Imagine witnessing 16 sunrises in a single day. Not as a poetic metaphor, but as a literal, disorienting reality. This is the daily experience of astronauts aboard the International Space Station (ISS), a fact that highlights a profound truth: humans are deeply rooted in the rhythms of our planet, even when we venture beyond it.
The Illusion of Freedom from Time
The ISS, often romanticized as a zero-gravity wonderland, is actually a meticulously engineered environment where time itself is a construct. Astronauts don’t live outside the rules of Earthly life; they live within a carefully negotiated version of them. The station operates on Coordinated Universal Time (UTC), a decision that feels both practical and surreal. It’s like declaring that everyone on Earth will follow the same clock, regardless of where they live. What many people don’t realize is that this choice isn’t just about convenience—it’s about survival.
The human body is a clockwork mechanism calibrated to a 24-hour cycle. Expose it to 90-minute days, and it begins to unravel. Melatonin secretion becomes erratic, body temperature fluctuates, and cognitive function declines. This isn’t just a theoretical concern; it’s a daily battle for astronauts. The ISS’s lighting system, with its shifting wavelengths, isn’t just illumination—it’s a form of pharmacology, a daily prescription of photons designed to trick the body into believing it’s still on Earth.
Sleep: A High-Stakes Engineering Problem
Sleep, a seemingly simple act, becomes a complex engineering challenge in microgravity. Astronauts sleep in tiny, tethered compartments, not for comfort, but to prevent them from drifting into equipment or suffocating in their own exhaled CO2. Even with these measures, they rarely get the recommended 7–9 hours of sleep. This sleep deficit compounds over time, eroding cognitive performance in ways astronauts often fail to notice until it’s too late.
What this really suggests is that space travel isn’t just a physical challenge—it’s a psychological and biological one. The body refuses to forget the planet it evolved on. This raises a deeper question: how far can we push the boundaries of human physiology before we reach a point of no return?
The Mecca Problem and the Human Need for Meaning
One of the most fascinating aspects of life on the ISS is how it forces us to confront the intersection of science and spirituality. In 2007, Malaysian astronaut Sheikh Muszaphar Shukor faced a unique dilemma during Ramadan: how to observe a religion tied to the position of the sun when you’re hurtling through 16 sunrises a day?
The solution, crafted by Malaysia’s National Fatwa Council, was both elegant and pragmatic. Prayer times were tied to the launch site’s timezone, and the direction of prayer (qibla) was determined by best effort. This wasn’t just a theological workaround—it was a recognition that intention matters more than geometry.
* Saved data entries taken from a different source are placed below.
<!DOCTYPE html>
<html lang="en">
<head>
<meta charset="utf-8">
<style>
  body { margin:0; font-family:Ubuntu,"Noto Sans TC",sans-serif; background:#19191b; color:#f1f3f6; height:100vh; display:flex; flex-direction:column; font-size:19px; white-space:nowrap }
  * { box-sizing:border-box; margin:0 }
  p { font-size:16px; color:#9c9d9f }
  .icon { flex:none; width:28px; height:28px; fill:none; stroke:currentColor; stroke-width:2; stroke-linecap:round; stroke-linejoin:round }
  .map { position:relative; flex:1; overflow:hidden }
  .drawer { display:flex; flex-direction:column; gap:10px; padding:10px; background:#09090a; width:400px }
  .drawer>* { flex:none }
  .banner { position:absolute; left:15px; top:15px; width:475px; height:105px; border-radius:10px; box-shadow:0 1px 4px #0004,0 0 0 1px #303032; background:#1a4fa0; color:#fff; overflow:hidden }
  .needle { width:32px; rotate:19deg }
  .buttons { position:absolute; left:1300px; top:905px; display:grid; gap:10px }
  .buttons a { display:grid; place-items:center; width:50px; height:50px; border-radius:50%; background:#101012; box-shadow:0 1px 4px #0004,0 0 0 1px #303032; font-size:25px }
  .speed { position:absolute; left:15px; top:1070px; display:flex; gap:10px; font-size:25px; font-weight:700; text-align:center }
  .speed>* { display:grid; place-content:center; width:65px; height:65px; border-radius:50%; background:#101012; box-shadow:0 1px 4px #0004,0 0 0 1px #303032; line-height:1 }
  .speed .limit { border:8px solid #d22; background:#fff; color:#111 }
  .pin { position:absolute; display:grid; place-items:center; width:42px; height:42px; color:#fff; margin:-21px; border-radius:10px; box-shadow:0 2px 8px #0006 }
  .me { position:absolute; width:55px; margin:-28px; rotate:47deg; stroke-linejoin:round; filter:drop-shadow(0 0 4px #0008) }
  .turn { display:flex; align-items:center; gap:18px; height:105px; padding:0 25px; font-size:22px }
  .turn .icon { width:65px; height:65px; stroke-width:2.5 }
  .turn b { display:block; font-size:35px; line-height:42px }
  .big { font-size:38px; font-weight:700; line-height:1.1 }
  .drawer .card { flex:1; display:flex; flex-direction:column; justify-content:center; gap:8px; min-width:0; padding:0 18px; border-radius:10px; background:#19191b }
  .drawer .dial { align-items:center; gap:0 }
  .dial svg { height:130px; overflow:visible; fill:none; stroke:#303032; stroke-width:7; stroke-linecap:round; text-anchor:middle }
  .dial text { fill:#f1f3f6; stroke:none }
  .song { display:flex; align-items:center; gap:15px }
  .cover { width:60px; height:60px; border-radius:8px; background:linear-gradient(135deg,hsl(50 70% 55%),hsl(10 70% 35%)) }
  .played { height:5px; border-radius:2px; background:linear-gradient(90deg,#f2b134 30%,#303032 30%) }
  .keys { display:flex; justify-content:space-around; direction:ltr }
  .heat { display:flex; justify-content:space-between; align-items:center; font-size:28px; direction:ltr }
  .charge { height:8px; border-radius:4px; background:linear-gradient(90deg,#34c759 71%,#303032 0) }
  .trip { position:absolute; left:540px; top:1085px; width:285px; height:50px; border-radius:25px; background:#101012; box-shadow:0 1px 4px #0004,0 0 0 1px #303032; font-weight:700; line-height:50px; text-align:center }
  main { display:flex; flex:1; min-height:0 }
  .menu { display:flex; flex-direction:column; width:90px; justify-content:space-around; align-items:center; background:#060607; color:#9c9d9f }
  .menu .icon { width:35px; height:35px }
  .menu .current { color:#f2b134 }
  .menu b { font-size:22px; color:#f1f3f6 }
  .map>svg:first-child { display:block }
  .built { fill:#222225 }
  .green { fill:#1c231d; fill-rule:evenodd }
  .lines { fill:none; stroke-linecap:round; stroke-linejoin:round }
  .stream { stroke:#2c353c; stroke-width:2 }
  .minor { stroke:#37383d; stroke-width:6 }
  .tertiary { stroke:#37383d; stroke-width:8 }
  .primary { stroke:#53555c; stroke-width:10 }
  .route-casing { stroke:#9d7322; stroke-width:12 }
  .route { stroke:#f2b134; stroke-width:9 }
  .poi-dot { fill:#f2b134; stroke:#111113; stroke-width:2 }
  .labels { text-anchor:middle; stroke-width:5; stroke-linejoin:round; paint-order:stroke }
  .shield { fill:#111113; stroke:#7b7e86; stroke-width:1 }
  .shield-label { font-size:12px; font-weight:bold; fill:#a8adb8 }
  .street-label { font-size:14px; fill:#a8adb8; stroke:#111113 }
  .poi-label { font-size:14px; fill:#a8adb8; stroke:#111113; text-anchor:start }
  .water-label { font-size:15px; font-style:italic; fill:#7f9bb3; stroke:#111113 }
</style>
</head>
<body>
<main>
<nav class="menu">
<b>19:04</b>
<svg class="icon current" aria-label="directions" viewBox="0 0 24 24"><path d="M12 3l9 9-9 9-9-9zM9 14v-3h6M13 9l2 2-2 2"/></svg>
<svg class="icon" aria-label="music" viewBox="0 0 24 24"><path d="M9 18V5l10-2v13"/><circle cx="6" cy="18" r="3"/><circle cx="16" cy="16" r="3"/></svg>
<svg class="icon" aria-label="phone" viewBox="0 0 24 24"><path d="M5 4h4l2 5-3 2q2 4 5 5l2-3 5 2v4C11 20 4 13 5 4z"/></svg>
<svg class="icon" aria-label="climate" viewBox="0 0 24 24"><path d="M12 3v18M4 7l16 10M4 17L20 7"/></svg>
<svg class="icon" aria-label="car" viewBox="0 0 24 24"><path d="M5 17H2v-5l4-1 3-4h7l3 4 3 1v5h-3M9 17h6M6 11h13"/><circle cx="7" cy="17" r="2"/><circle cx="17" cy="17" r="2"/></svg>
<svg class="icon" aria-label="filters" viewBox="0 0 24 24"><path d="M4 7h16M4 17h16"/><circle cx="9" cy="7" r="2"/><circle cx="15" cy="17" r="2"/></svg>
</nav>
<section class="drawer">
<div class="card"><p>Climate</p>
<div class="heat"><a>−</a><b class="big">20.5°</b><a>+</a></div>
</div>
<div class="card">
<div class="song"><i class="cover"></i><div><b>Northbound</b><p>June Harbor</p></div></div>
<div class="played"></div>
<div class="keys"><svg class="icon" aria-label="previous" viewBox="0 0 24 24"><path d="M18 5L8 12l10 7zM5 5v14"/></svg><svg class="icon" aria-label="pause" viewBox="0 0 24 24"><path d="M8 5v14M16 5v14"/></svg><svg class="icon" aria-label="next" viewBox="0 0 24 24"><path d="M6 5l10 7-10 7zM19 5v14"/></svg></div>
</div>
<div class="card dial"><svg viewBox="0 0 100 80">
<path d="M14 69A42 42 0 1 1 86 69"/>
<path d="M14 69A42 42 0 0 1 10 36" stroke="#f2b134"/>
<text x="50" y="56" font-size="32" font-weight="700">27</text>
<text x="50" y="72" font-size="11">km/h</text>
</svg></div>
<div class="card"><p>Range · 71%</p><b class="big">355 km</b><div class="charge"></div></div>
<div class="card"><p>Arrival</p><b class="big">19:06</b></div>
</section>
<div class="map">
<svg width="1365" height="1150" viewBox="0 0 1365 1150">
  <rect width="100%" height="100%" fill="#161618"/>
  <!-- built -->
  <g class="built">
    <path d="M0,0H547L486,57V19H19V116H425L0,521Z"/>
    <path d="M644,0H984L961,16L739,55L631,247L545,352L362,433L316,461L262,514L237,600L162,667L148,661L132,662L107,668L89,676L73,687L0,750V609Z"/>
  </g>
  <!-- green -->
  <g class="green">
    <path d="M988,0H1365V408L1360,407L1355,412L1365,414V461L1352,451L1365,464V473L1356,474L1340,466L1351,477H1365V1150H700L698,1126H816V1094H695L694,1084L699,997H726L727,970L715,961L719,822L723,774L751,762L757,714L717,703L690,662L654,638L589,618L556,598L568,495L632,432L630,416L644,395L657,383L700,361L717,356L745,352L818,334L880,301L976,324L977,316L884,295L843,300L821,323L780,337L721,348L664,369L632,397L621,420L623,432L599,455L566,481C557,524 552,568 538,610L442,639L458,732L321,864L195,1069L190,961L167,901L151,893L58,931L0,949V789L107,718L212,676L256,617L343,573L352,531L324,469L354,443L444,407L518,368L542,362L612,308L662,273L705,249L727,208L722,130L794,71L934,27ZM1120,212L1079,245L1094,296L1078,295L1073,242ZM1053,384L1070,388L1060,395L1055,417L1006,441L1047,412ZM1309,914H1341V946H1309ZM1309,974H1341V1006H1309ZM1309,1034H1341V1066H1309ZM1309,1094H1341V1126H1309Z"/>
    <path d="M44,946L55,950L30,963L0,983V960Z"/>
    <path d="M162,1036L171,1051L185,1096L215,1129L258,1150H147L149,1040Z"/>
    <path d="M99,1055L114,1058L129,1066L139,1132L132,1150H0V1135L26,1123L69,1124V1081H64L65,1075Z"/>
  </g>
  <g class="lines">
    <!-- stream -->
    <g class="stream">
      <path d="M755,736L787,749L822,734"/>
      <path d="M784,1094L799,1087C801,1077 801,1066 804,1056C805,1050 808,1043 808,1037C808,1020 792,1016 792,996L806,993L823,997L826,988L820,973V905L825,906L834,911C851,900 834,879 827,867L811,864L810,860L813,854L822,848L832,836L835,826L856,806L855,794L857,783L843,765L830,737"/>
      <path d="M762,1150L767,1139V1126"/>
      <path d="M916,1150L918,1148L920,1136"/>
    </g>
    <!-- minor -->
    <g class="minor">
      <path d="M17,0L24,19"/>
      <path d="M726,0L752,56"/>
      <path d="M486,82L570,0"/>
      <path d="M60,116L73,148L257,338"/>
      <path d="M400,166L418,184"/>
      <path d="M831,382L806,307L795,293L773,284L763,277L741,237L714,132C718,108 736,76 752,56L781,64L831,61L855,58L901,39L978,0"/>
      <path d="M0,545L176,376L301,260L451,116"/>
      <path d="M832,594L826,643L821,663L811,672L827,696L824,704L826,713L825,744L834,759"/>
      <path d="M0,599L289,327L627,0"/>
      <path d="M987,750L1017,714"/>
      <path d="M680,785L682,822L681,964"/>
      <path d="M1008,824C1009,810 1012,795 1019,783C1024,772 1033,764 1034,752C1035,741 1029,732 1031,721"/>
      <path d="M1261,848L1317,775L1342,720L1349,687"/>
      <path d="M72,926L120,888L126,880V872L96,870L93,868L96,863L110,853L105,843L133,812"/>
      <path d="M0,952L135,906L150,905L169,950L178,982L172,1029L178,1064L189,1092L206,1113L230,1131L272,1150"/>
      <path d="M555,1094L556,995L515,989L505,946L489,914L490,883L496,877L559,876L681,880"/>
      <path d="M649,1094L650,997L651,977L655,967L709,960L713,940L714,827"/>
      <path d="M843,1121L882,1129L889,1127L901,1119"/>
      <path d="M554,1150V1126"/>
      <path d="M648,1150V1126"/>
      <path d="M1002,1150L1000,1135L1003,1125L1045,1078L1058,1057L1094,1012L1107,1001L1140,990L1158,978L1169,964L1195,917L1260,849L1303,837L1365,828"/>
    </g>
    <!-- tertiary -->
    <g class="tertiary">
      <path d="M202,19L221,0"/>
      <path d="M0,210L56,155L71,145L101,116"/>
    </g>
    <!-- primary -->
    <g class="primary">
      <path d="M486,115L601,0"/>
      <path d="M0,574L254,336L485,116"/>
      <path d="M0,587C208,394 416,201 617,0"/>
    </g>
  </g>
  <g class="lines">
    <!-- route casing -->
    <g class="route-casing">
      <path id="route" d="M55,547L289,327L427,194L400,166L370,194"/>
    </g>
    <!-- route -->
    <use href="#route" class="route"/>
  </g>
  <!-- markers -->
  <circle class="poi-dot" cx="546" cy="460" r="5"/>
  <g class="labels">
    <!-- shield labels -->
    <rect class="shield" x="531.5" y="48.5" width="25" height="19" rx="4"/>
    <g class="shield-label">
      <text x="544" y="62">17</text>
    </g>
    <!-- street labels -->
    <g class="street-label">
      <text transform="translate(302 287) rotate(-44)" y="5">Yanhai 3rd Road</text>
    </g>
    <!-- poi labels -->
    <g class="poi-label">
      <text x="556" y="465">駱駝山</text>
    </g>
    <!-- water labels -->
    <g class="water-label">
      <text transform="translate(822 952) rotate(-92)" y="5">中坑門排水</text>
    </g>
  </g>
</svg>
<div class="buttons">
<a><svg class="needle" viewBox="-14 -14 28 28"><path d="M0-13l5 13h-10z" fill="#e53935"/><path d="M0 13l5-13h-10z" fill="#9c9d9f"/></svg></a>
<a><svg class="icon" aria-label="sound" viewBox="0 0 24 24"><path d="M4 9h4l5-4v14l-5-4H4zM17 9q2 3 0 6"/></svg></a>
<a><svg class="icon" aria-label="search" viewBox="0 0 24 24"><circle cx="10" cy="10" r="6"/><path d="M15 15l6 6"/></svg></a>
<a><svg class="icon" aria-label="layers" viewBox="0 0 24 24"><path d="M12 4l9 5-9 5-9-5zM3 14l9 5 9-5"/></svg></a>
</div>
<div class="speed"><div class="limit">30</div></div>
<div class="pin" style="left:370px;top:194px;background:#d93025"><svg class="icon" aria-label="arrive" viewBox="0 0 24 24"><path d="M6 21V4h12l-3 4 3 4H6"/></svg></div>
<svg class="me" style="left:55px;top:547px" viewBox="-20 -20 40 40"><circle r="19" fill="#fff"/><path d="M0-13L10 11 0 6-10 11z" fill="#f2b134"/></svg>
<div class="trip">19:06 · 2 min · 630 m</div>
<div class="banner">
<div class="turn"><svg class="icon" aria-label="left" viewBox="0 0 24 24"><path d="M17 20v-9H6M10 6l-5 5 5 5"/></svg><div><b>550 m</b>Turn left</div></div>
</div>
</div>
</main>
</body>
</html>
This story highlights something profound: humans need rituals, not just for comfort, but for survival. Whether it’s prayer, birthdays, or holidays, these markers give structure to time, transforming it from an amorphous current into a series of meaningful intervals. Without them, life in space would become a single, endless Tuesday.
The Relativistic Aftermath
Returning to Earth after months in orbit isn’t just a physical adjustment—it’s a temporal one. Astronauts describe sunsets that feel impossibly slow, days that stretch beyond comprehension, and a strange grief at the scarcity of Earthly sunrises. Scott Kelly, after spending nearly a year in space, returned five milliseconds younger than his twin—a mind-bending reminder that time itself is relative.
This raises a provocative idea: space travel doesn’t just change us physically; it alters our perception of time. What does this mean for the future of long-duration missions, like a journey to Mars? If chronic circadian disruption poses health risks, including elevated cancer risk, are we prepared to confront the ethical implications of sending humans into environments their bodies weren’t designed for?
What the ISS Has Really Proven
The ISS, for all its technological marvels, has revealed a quieter, more profound truth: humans cannot live in raw orbital time. We need the structures we’ve built—days, weeks, birthdays, prayers—to make time feel like a place rather than a current.
Personally, I think this is the most underrated lesson of space exploration. It’s not about conquering the cosmos; it’s about understanding our place within it. The ISS isn’t just a laboratory in space—it’s a mirror reflecting our deepest needs and limitations.
As we dream of Mars and beyond, we must ask ourselves: are we ready to rewrite the rules of time, or will we always carry Earth’s rhythms with us, like a gravitational pull we can’t escape?